▸ **Source material**

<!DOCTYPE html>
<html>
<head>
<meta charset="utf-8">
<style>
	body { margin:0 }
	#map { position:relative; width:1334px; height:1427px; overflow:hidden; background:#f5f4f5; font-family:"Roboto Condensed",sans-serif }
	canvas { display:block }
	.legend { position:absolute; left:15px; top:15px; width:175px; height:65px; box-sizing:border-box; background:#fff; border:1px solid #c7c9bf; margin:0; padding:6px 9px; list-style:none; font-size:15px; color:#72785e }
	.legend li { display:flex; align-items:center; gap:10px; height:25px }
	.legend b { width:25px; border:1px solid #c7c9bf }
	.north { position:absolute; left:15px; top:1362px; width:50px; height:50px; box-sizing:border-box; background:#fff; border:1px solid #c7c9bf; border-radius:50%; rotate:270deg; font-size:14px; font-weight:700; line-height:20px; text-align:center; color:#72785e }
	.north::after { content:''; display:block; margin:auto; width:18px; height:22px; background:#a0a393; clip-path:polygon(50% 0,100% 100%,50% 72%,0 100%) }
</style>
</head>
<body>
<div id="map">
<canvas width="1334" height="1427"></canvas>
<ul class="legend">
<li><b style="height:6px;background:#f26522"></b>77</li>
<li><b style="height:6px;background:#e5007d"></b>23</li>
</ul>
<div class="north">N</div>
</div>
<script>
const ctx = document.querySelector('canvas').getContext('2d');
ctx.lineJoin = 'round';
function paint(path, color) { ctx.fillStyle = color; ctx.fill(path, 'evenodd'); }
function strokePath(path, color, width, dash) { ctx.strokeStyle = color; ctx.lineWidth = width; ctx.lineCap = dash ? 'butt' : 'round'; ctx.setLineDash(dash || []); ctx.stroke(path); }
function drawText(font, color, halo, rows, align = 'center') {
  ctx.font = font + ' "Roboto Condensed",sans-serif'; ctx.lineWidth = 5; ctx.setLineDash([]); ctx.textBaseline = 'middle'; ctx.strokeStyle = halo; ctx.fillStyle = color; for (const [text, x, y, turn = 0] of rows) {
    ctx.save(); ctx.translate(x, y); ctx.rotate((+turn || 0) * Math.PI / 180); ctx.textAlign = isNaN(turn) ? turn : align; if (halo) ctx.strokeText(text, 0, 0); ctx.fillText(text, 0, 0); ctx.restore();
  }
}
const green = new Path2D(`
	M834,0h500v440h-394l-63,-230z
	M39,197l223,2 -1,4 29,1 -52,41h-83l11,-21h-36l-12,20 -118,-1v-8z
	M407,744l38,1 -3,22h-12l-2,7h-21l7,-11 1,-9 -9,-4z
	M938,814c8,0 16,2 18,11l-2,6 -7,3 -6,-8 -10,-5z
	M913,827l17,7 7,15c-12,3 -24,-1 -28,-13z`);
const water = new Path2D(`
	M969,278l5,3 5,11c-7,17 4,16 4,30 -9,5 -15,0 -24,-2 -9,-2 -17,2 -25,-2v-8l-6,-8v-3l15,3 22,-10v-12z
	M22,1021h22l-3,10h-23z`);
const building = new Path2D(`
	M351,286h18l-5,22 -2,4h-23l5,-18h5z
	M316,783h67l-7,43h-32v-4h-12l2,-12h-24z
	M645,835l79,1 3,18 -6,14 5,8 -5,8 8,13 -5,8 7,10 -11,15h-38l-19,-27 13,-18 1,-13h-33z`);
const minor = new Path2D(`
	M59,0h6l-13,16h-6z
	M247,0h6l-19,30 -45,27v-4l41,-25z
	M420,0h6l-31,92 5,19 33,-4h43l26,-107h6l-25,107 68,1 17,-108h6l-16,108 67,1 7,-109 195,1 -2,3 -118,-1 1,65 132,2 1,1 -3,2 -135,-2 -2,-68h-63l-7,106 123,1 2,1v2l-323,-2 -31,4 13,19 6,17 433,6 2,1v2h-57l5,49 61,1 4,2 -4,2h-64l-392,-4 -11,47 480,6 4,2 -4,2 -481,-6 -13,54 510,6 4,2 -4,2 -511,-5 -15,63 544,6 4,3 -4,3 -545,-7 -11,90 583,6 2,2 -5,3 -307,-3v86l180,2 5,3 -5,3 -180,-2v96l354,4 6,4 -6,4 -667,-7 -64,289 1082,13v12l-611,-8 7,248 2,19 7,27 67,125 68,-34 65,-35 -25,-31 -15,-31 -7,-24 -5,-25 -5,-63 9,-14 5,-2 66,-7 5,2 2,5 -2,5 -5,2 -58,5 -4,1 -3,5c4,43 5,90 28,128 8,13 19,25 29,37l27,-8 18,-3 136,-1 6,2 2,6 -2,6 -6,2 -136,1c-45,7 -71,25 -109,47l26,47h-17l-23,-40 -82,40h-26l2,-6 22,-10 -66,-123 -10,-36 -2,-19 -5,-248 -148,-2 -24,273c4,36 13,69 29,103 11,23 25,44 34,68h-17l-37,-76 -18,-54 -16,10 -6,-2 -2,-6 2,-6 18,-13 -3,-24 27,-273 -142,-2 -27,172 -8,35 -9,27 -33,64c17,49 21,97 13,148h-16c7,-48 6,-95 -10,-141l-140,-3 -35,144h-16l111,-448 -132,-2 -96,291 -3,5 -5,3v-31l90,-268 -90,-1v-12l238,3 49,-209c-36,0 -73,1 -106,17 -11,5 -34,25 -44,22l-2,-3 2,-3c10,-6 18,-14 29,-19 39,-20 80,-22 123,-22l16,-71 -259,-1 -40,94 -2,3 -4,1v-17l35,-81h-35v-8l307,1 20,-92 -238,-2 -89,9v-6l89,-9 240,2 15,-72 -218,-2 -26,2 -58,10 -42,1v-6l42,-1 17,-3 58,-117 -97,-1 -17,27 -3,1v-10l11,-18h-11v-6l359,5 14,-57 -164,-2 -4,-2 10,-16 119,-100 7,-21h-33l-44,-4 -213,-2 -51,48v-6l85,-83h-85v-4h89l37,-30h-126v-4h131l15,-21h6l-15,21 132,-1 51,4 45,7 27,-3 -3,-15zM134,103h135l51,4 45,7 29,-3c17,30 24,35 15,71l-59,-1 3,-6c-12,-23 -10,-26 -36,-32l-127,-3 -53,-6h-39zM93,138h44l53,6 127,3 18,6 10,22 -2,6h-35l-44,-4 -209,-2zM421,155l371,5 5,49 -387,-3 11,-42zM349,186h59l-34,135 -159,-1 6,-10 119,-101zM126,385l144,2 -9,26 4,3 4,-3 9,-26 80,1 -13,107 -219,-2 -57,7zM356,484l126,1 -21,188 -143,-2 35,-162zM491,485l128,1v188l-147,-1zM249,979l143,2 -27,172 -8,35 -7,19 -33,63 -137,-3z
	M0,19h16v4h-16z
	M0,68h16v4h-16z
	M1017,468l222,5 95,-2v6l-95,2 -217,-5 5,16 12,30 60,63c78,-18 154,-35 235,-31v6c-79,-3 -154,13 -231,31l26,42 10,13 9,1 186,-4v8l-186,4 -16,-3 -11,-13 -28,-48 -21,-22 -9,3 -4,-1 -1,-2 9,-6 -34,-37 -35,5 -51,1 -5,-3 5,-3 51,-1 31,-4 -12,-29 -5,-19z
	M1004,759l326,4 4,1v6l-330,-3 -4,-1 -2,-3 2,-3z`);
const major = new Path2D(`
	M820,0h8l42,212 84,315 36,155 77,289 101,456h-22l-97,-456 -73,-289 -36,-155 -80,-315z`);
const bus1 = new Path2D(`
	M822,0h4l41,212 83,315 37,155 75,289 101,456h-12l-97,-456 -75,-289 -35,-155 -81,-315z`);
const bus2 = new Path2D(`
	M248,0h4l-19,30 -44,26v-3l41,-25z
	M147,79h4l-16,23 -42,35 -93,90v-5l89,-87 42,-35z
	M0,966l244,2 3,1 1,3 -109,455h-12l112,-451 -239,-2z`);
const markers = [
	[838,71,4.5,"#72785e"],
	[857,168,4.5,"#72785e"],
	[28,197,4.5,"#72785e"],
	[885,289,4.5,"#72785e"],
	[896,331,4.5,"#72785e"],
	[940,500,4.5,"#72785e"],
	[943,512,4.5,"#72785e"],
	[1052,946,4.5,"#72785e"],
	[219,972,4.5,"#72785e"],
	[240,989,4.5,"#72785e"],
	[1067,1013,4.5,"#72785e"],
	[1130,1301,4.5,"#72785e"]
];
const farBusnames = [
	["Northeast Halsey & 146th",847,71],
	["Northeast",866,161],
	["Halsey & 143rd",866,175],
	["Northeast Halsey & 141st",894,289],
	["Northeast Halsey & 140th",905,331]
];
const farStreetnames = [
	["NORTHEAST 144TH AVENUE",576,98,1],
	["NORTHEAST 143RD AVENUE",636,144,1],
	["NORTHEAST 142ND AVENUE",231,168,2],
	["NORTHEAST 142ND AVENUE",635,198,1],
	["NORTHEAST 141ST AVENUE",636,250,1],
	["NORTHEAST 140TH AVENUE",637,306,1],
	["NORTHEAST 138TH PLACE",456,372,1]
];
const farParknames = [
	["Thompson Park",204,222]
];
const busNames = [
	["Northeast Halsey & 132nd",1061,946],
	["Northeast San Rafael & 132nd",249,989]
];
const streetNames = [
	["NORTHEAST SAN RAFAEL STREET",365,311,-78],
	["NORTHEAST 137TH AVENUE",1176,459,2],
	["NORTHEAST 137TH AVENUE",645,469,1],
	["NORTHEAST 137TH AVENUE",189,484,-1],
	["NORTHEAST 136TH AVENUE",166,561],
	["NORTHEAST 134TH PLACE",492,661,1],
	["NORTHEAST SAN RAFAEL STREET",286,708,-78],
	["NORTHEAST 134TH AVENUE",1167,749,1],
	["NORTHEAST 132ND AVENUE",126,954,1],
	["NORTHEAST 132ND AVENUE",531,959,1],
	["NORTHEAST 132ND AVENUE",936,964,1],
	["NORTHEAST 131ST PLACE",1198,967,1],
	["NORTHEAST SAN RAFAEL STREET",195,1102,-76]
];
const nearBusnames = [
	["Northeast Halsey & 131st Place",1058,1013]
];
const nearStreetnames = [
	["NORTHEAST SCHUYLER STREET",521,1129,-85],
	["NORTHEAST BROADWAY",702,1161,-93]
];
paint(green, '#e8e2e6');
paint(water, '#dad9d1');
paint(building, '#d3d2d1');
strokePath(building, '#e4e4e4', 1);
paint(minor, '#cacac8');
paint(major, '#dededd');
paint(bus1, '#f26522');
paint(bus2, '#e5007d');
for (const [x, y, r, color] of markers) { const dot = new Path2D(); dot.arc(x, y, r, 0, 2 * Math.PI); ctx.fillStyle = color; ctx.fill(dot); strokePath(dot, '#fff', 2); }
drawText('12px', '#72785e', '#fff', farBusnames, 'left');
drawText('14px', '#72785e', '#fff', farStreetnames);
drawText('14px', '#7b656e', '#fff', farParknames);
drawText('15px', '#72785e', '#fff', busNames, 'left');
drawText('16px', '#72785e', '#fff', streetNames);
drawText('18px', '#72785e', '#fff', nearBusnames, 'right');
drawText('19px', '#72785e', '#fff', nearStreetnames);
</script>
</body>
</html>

▸ **Exercise brief**
Among the entries above, how many lines hold the string "canvas"? Answer with the bare number.

▸ **Answer to the problem**
3